Article 87 - Request for Termination within the Lawsuit of Implementation in Kind by Rotation
The plaintiff who filed a lawsuit of implementation in kind of a written contract may request, by rotation, the termination of
the contract and hand it over for cancellation, in case the contract may be implemented in kind. The Court may, if it refuses to
implement the contract in kind, order its cancellation and its handing over accordingly.

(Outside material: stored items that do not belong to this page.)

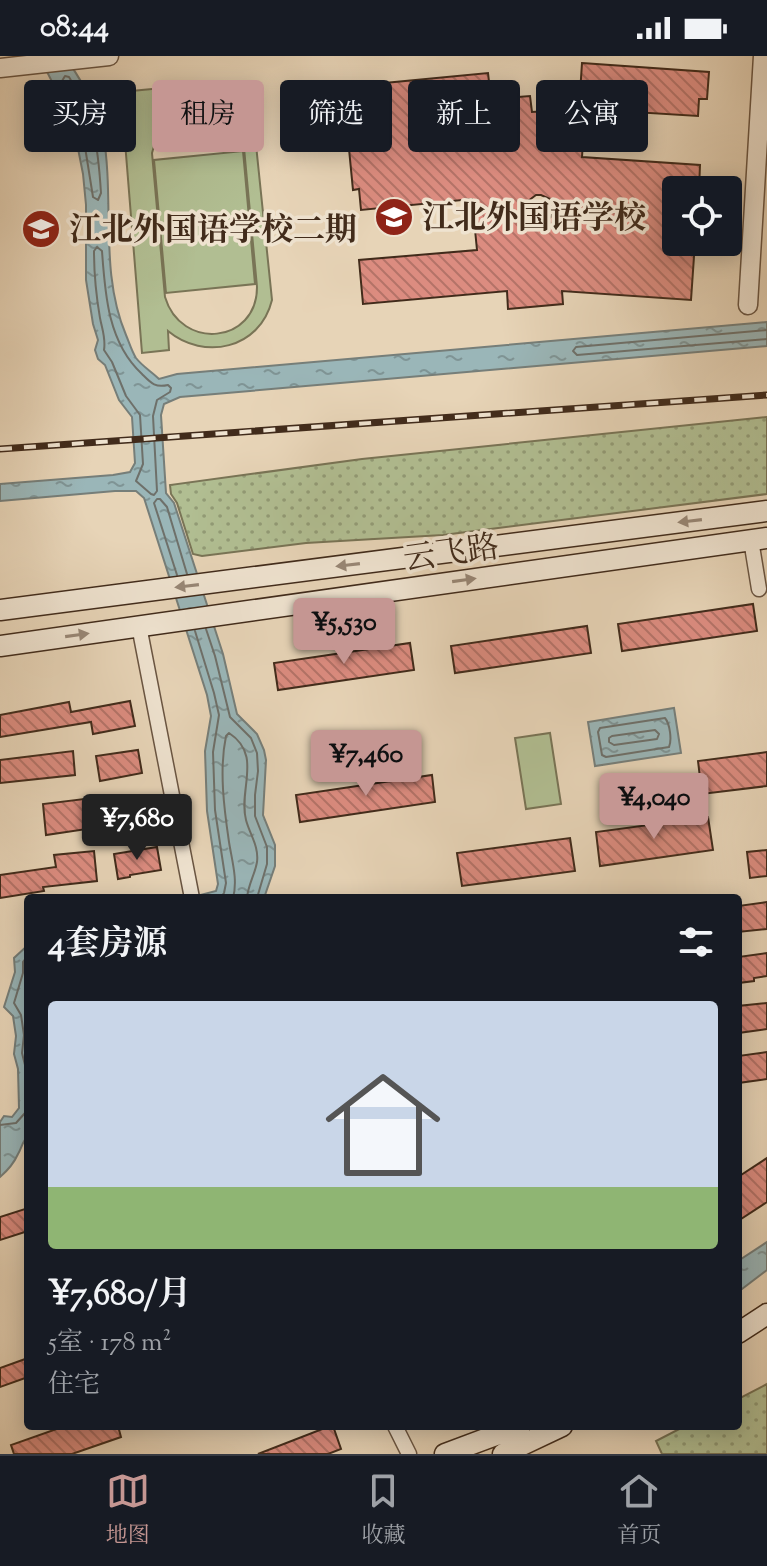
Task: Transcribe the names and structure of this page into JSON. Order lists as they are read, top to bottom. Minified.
{"streets":{"main road":["云飞路"]},"places":{"school or university":["江北外国语学校","江北外国语学校二期"]},"page":{"status":"08:44","chip":["买房","租房","筛选","新上","公寓"],"price":["¥5,530","¥7,460","¥4,040","¥7,680"],"heading":"4套房源","list":[{"name":"¥7,680/月","note":"5室 · 178 m² · 住宅"}],"tabs":["地图","收藏","首页"]}}
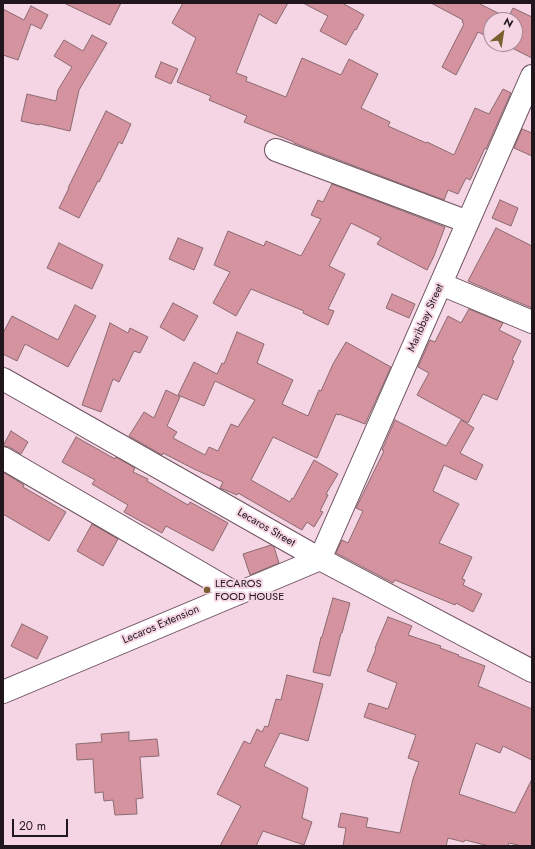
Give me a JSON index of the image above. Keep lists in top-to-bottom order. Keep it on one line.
{"streets":{"street":["Maribbay Street","Lecaros Street","Lecaros Extension"]},"crossings":[["Maribbay Street","Lecaros Street"],["Maribbay Street","Lecaros Extension"],["Lecaros Street","Lecaros Extension"]],"places":["LECAROS FOOD HOUSE"],"scale_bar":"20 m","north":"top right"}
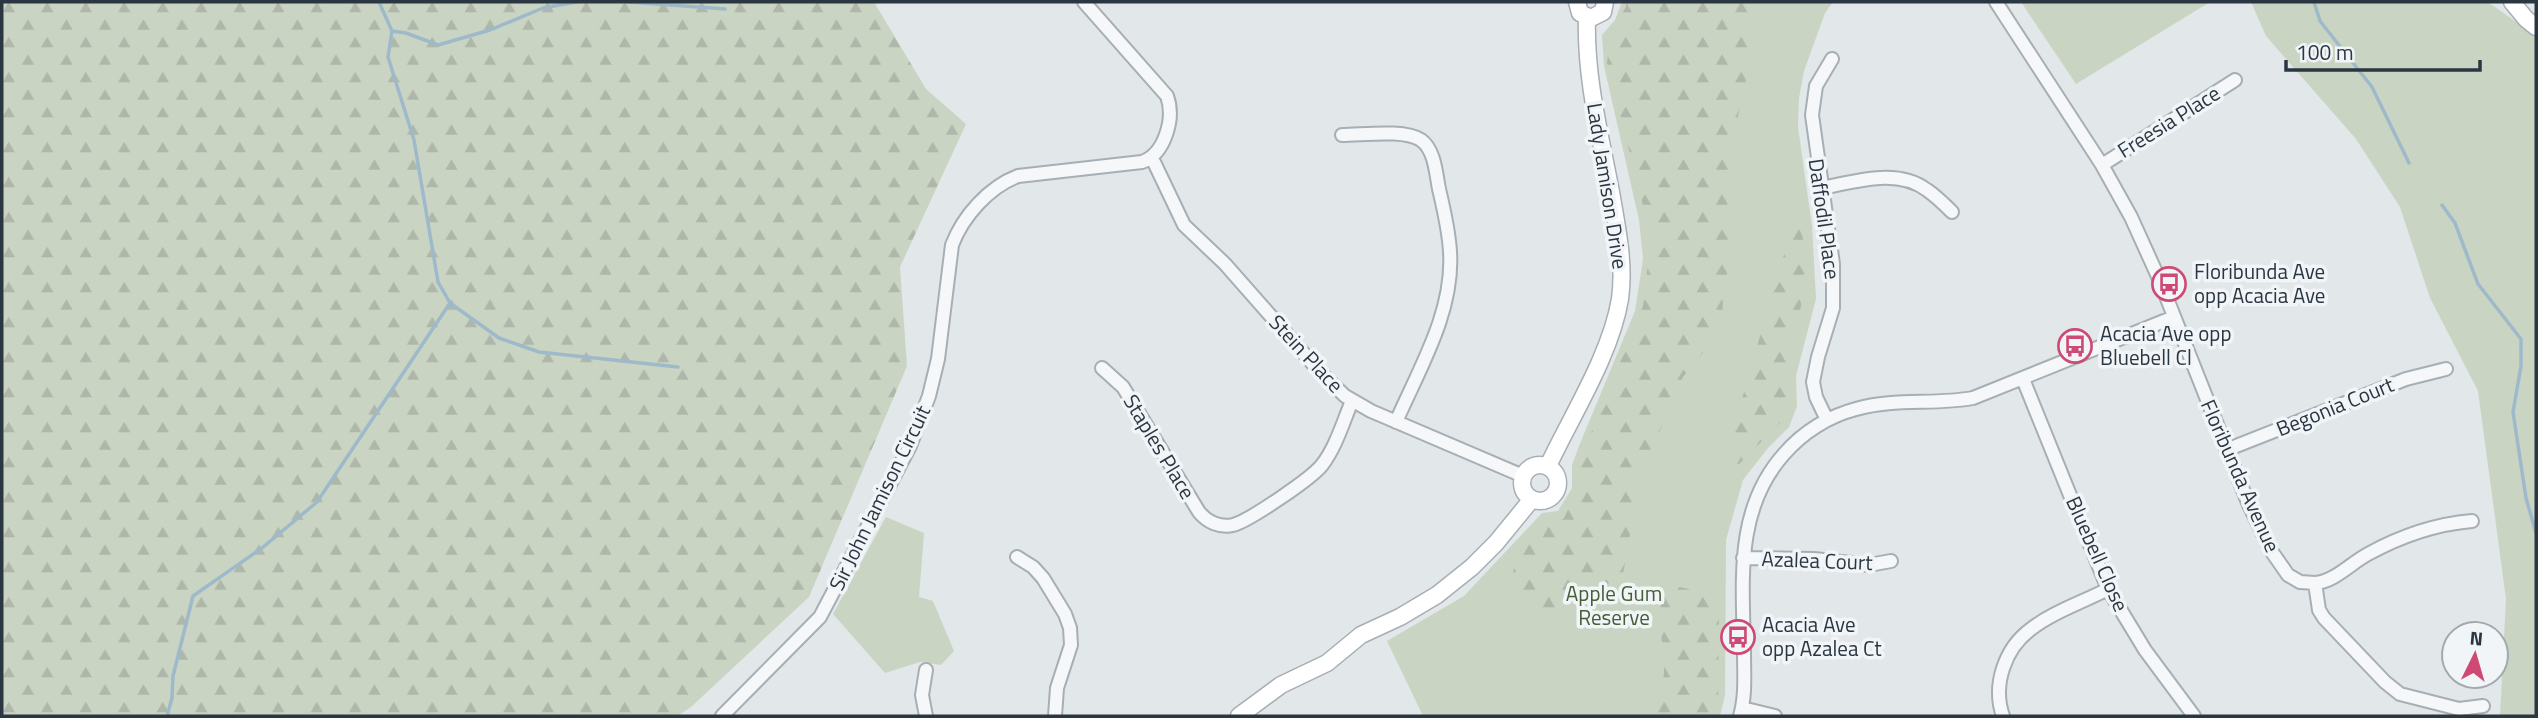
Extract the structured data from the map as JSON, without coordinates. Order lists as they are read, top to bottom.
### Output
{
  "streets": {
    "street": [
      "Freesia Place",
      "Lady Jamison Drive",
      "Daffodil Place",
      "Stein Place",
      "Begonia Court",
      "Staples Place",
      "Floribunda Avenue",
      "Sir John Jamison Circuit",
      "Bluebell Close",
      "Azalea Court"
    ]
  },
  "crossings": [
    ["Freesia Place", "Floribunda Avenue"],
    ["Lady Jamison Drive", "Stein Place"],
    ["Stein Place", "Staples Place"],
    ["Stein Place", "Sir John Jamison Circuit"],
    ["Begonia Court", "Floribunda Avenue"]
  ],
  "parks": ["Apple Gum Reserve"],
  "places": {
    "bus stop": ["Floribunda Ave opp Acacia Ave", "Acacia Ave opp Bluebell Cl", "Acacia Ave opp Azalea Ct"]
  },
  "scale_bar": "100 m",
  "north": "top"
}
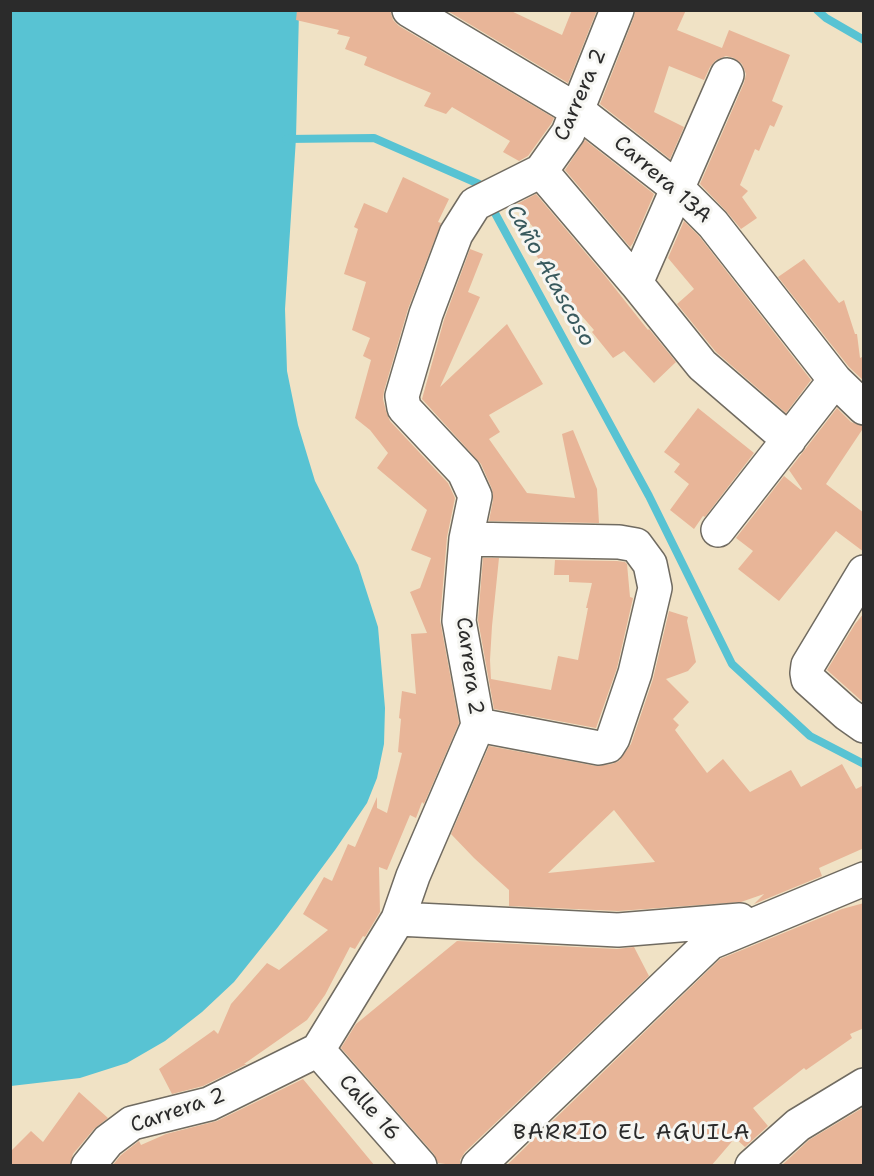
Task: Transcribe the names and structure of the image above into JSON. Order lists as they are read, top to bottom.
{
  "streets": {
    "street": ["Carrera 2", "Carrera 13A", "Calle 16"]
  },
  "crossings": [
    ["Carrera 2", "Carrera 13A"],
    ["Carrera 2", "Calle 16"]
  ],
  "districts": ["BARRIO EL AGUILA"],
  "water": ["Caño Atascoso"]
}
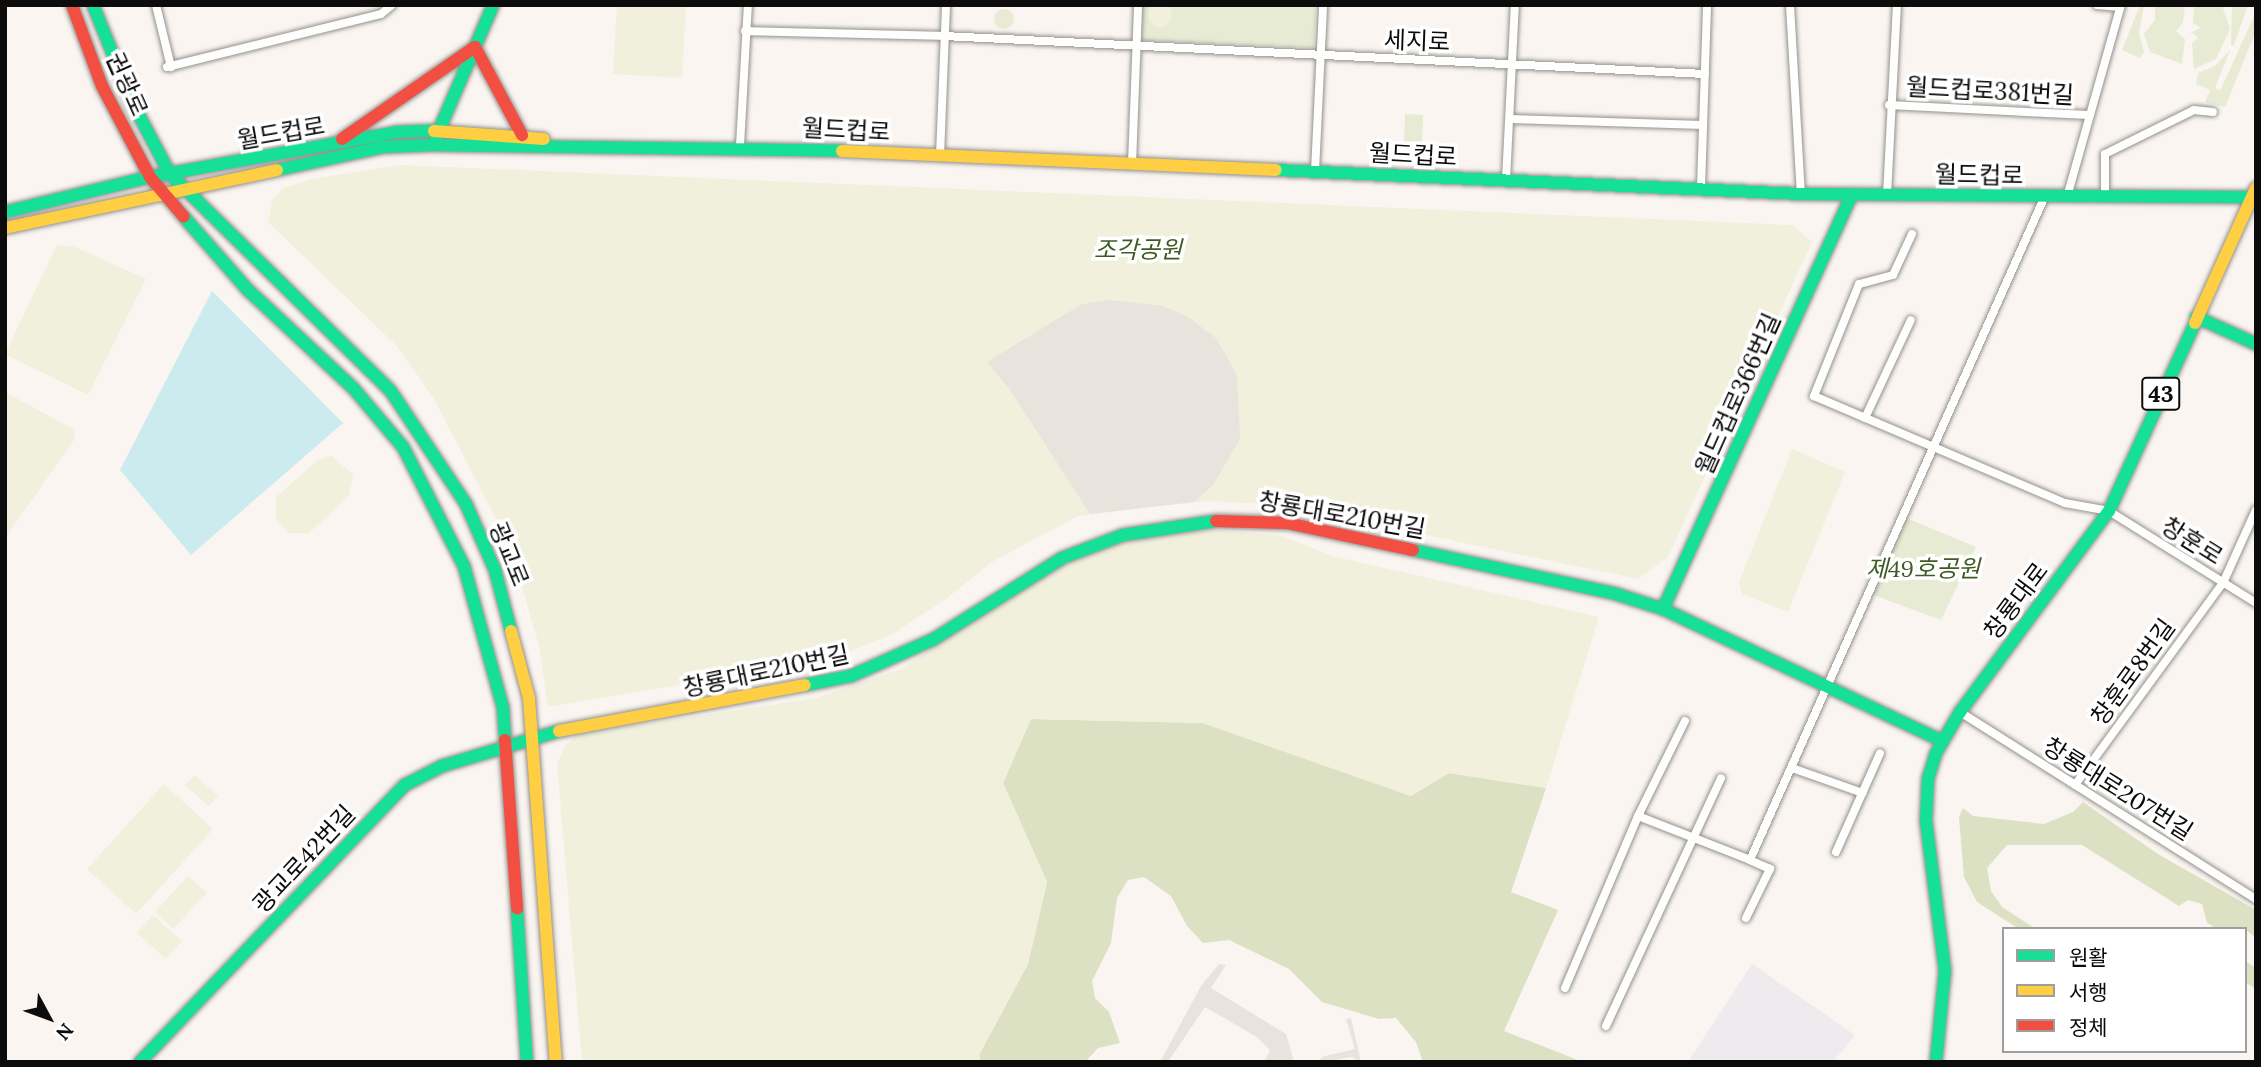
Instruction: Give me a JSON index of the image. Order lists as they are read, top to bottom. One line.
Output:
{"streets":{"street":["세지로","권광로","월드컵로381번길","월드컵로","월드컵로366번길","43","창룡대로210번길","창훈로","광교로","창룡대로","창훈로8번길","창룡대로207번길","광교로42번길"]},"crossings":[["권광로","월드컵로"],["권광로","광교로"],["월드컵로381번길","월드컵로"],["월드컵로","월드컵로366번길"],["월드컵로","광교로"],["월드컵로","창룡대로"],["월드컵로366번길","창룡대로210번길"],["창룡대로210번길","광교로"],["창룡대로210번길","창룡대로"],["창룡대로210번길","광교로42번길"],["창훈로","창룡대로"],["창훈로","창훈로8번길"],["광교로","광교로42번길"],["창룡대로","창룡대로207번길"],["창훈로8번길","창룡대로207번길"]],"parks":["조각공원","제49호공원"],"legend":["원활","서행","정체"],"north":"bottom right"}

Article 88 - Claim of the Necessities provided to a Person who cannot conclude a Contract or for his own
Account
If a person unable to conclude a contract or any other person whose support is, as stipulated by the Law, on the responsibility
of the unable person, is provided with the appropriate and necessary needs of his living conditions, then the person who
provided such needs shall have the right to obtain their price from the money of the said unable person.
Compensation of the Person who pays Money due from another Person and who has Interest in the Payment thereof:
Article 89
The person who has interest in the payment of money, which another person is obliged to pay under the Law and he paid for
the said reason, shall recover that amount from the other person.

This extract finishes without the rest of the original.